■ Records from a data source
####

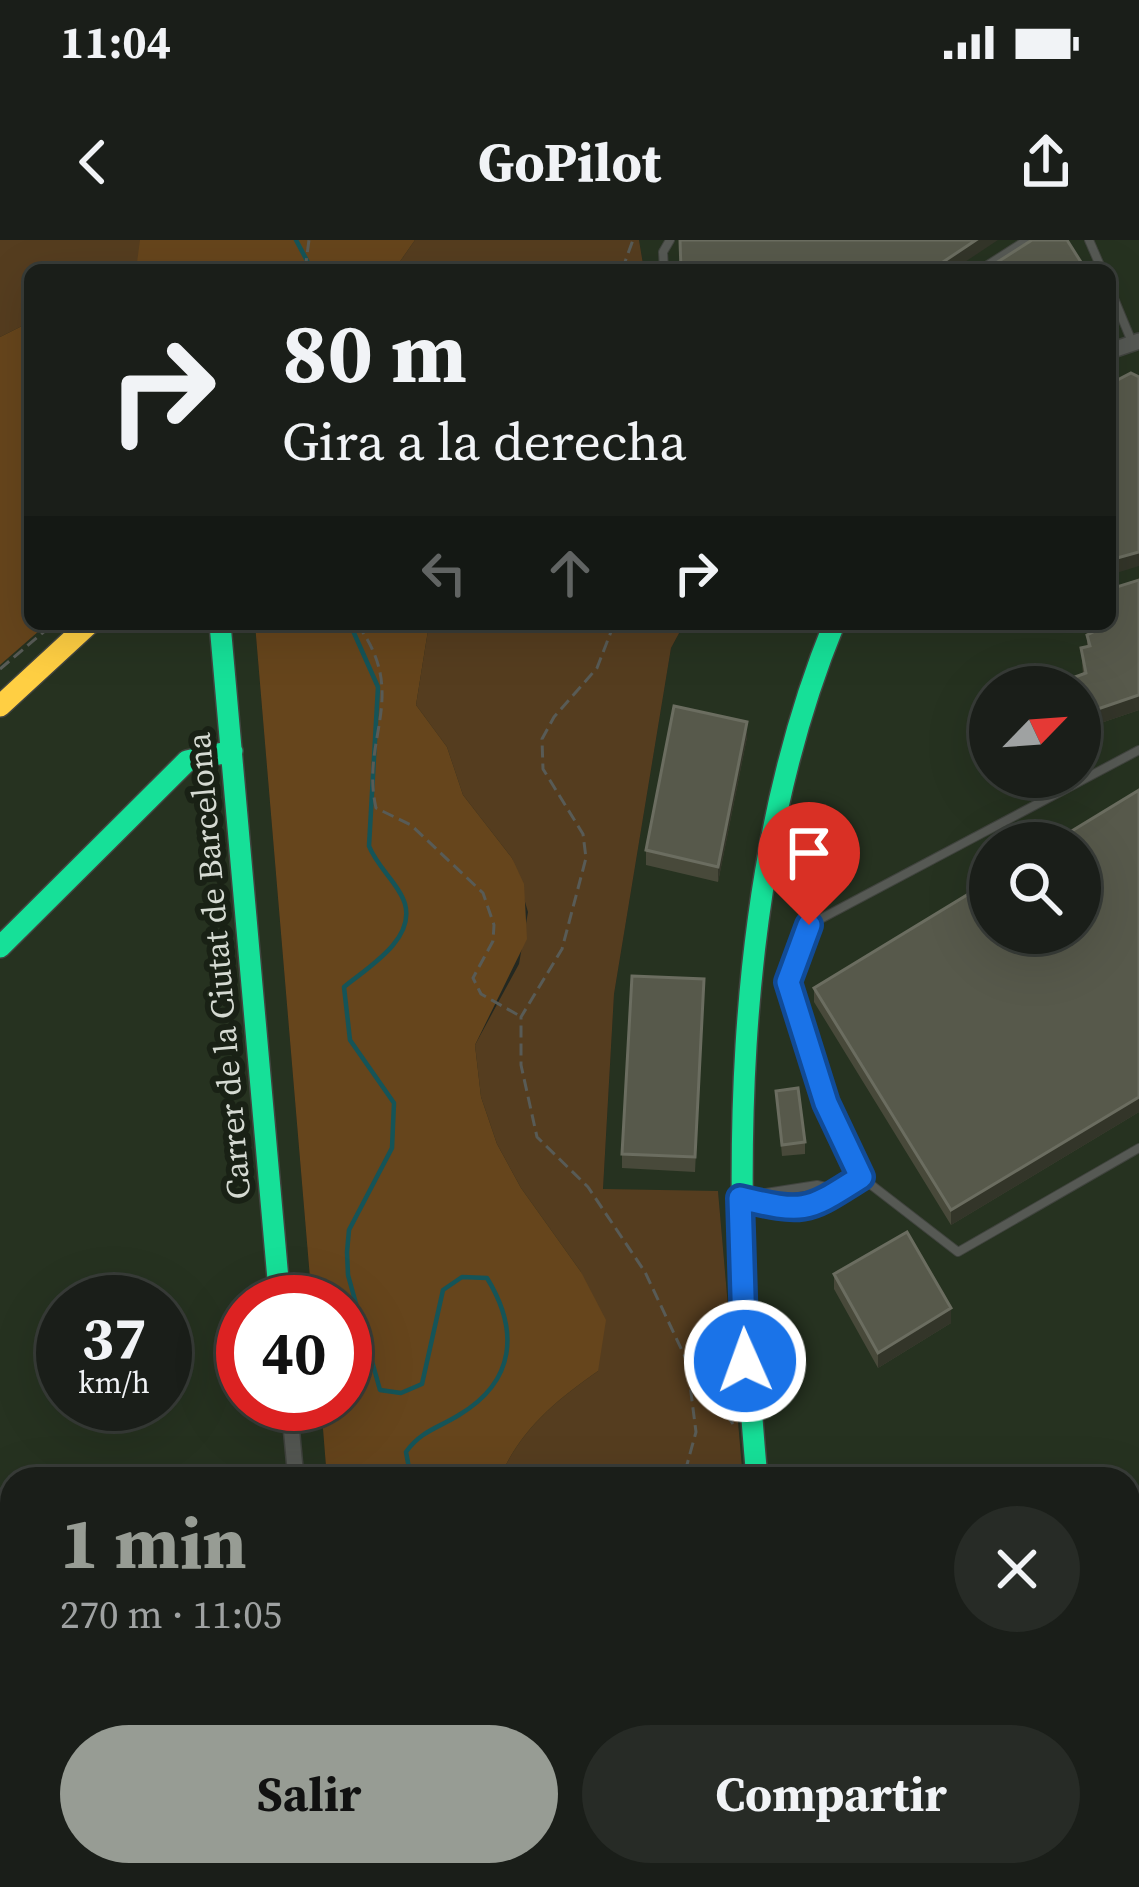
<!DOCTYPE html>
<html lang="es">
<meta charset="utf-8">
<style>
:root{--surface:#1a1e19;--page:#272b26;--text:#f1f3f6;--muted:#9fa2a2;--line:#383c38;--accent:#979c94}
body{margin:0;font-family:"Source Serif 4",serif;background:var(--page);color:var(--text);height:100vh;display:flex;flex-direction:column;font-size:45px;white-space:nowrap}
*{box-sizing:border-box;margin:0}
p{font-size:39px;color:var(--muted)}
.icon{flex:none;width:66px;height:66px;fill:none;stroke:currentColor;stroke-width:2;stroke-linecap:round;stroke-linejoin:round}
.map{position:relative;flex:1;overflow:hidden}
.sheet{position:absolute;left:0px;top:1227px;width:1140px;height:420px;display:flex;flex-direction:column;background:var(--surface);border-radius:36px 36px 0 0;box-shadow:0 12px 48px #0002,0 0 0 3px var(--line)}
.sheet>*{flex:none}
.guide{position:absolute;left:24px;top:24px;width:1092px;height:366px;border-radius:18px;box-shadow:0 12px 48px #0002,0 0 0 3px var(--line);background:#1a1e19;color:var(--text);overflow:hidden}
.needle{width:78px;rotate:65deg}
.buttons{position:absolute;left:969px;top:426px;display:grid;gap:24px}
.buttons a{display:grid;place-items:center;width:132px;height:132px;border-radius:50%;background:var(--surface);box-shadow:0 12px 48px #0002,0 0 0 3px var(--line);font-size:60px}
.speed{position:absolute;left:36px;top:1035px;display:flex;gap:24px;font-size:60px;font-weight:700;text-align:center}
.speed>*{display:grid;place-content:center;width:156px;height:156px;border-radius:50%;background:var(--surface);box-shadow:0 12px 48px #0002,0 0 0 3px var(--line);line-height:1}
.speed small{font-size:30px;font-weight:400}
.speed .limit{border:18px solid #d22;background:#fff;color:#111}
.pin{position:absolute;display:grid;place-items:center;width:102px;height:102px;color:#fff;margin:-123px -51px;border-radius:50% 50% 50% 0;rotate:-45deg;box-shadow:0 0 12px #0007}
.pin .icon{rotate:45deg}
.me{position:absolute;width:132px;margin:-66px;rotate:358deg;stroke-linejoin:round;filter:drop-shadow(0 0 9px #0008)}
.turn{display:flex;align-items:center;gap:42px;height:252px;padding:0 60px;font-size:54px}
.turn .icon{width:156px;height:156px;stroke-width:2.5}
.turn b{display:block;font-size:84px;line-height:102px}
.lanes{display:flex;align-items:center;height:114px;padding:0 60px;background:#0003;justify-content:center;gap:60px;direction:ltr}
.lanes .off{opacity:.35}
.round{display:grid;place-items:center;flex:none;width:126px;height:126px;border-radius:63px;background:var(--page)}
.headline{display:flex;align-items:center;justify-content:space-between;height:204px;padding:0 60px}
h1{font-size:72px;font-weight:700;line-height:90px;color:var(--accent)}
.action{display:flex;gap:24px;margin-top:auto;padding:24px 60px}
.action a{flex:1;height:138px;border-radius:72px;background:var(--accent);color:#111;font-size:48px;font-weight:700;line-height:138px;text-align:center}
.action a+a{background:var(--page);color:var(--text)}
.status{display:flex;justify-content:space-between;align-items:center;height:84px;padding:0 60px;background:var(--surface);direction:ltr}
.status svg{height:33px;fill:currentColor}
header{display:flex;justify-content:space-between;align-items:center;height:156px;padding:0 60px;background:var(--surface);font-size:54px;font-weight:700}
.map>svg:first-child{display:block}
.built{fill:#263220;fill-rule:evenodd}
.green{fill:#553d1f}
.forest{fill:#66451c}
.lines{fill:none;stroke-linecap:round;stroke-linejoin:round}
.stream{stroke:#155458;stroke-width:4.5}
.lane-casing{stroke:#41443f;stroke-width:10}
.street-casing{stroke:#41443f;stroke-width:18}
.fast-casing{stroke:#41443f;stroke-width:24}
.slow-casing{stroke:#41443f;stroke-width:24}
.path{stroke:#585b56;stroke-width:3;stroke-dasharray:12 6;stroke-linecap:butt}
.lane{stroke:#565954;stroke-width:8}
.street{stroke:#565954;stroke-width:15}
.fast{stroke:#16e098;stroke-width:21}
.slow{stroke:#ffcf43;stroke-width:21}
.wall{fill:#48493a}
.shaded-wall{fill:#333529}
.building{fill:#57594b;stroke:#6b6d60;stroke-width:3}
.route-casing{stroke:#114b97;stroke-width:30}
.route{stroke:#1a73e8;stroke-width:21}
.labels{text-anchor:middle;stroke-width:12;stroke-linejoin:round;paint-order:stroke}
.street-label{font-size:33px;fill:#d5dad2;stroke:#192115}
</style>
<div class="status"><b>11:04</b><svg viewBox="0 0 49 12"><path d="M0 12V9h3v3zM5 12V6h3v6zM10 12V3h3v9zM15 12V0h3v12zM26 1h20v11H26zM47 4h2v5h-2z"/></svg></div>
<header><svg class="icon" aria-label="back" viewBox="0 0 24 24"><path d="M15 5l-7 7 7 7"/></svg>GoPilot<svg class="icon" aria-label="share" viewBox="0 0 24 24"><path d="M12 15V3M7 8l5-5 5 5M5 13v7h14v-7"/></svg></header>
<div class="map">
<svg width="1139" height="1647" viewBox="0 0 1139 1647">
<rect width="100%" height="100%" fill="#232821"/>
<path class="built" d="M639,0H1139V1647H722L724,1635H1128V1239H743L718,952L603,950L614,754L671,408L684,384H1110V30H644ZM990,447H1080V537H990ZM990,603H1080V693H990Z
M47,384H255L312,1062H243V1164H321L327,1239H12V1635H390L393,1647H0V425ZM63,1062H165V1164H63Z"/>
<path class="green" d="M0,0H140V28L30,30V82L0,97Z
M415,0H639L644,30H394Z
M429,384H684L671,408L614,754L603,949L718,951L743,1239H499C521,1189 554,1162 598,1131L581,1032L521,948L497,904L481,857L475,805L519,724L528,672L512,618L463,555L447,507L416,465Z"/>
<path class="forest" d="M140,0H415L394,30H136Z
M30,82V384H47L0,425V97Z
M255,384H429L416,465L447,507L463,555L512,618L524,644L527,699L475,805L481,857L497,904L521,948L581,1032L606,1080L598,1131C554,1162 521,1189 499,1239H327L321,1164H345V1062H312Z
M390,1635H724L722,1647H393Z"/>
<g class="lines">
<path class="stream" d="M296,0L312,30
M350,384L378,447L369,606C377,627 399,644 405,664C415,700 367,728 344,747L350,800L394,863L392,908L349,990L347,1012L348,1035L380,1150L401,1153L422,1144L443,1050L462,1037L487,1038C519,1090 516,1141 459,1175C438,1188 421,1191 406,1212L411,1239
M591,1635L597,1647"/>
<defs>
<path id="lane" d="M1089,0L1102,30
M664,30L663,12L670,0
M980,30L1027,0
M1110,49L1132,102
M1139,510L809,685L787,742L826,863L861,937L958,1012L1139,908
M747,956L817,945L839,950
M748,960C808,975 813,967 861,937
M1128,1613L1139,1602
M1128,1632L1139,1645
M203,1635L215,1647
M1100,1635L1109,1647"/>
<path id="street" d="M1110,111L1139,101
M289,1164L296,1239
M1128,1447L1139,1436
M359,1635L361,1647
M845,1635L848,1647"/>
<path id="fast" d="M220,384L280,1062
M0,707L187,521L232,511
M757,1239C732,963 727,645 834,384"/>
<path id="slow" d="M0,466L89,384"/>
</defs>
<use href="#lane" class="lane-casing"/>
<use href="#street" class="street-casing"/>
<use href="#fast" class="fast-casing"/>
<use href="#slow" class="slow-casing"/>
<path class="path" d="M305,30L309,0
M622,30L633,0
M357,384C410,455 360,498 376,568L411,585L483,653L494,685L493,701L473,738L481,754L518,775
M614,384L597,428L554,477L542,499L543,529L583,594L586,618L562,709L521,777V825L537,897L588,947L645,1032L687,1121L696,1192L683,1239
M0,429L53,384
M688,1119L733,1184
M712,1647L716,1635"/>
<use href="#lane" class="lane"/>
<use href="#street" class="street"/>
<use href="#fast" class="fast"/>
<use href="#slow" class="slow"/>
</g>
<path class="wall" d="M1139,340V470L1086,488L1080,470V447H1075V437L1083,434L1081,408L1087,406V395L1093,392L1091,384H1110Z
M762,384H780L776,392Z
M747,497L718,642L646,625V610Z
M1139,550V872L951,985L814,762V748Z
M704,754L695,932L622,928V914Z
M776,851L805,902V914L782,916Z
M834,1034L951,1083L878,1128L834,1049Z"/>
<path class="shaded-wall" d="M976,0H998L953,30H931Z
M1139,312V326L1110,335V320Z
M1139,455V470L1086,488V473Z
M747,482V497L718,642V627Z
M1139,857V872L951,985V970Z
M951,1068V1083L878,1128V1113Z"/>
<path class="building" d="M680,0H976L931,30H681Z
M1032,0H1067L1086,30H985Z
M1131,133L1139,137V312L1110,320V144Z
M1139,340V455L1086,473L1080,455V447H1078L1075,437L1086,433L1081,408L1090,406L1087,395L1097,390L1095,384H1110V349Z
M674,466L747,482L718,627L646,610Z
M1139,550V857L951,970L814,748L990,641V693H1080V603H1052Z
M632,736L704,739L695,917L622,914Z
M798,848L805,902L782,905L776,851Z
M907,992L951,1068L878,1113L834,1034Z"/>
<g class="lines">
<defs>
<path id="route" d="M745,1121L740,958C807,974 807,971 861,937L826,863L788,742L809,685"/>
</defs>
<use href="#route" class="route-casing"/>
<use href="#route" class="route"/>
</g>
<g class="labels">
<g class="street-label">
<text transform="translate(218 726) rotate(-95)" y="12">Carrer de la Ciutat de Barcelona</text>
</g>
</g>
</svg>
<div class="buttons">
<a><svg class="needle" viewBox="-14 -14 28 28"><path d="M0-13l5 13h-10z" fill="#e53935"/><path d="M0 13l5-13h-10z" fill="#9fa2a2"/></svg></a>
<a><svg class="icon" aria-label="search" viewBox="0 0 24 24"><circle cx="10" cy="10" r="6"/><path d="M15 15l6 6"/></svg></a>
</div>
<div class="speed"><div>37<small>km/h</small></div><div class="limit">40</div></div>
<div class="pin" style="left:809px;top:685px;background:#d93025"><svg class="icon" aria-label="arrive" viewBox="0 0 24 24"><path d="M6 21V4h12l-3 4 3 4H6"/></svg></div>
<svg class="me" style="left:745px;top:1121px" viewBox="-20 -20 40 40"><circle r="17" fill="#1a73e8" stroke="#fff" stroke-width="3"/><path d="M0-11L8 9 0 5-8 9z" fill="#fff"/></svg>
<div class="guide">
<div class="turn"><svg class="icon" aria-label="right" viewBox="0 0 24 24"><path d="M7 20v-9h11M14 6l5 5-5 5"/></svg><div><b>80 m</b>Gira a la derecha</div></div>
<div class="lanes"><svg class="icon off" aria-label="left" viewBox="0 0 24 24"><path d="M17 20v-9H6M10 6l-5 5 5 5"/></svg><svg class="icon off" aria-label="ahead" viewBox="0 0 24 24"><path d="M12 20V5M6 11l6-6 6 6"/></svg><svg class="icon" aria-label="right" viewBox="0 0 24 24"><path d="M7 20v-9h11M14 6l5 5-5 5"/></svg></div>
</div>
<section class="sheet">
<div class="headline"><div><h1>1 min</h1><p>270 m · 11:05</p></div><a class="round"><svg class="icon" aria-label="close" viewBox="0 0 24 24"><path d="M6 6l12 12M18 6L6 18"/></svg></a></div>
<div class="action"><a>Salir</a><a>Compartir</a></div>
</section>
</div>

####

■ What the task requires
Take every line from the data that contains the word "buttons".

■ Output
.buttons{position:absolute;left:969px;top:426px;display:grid;gap:24px}
.buttons a{display:grid;place-items:center;width:132px;height:132px;border-radius:50%;background:var(--surface);box-shadow:0 12px 48px #0002,0 0 0 3px var(--line);font-size:60px}
<div class="buttons">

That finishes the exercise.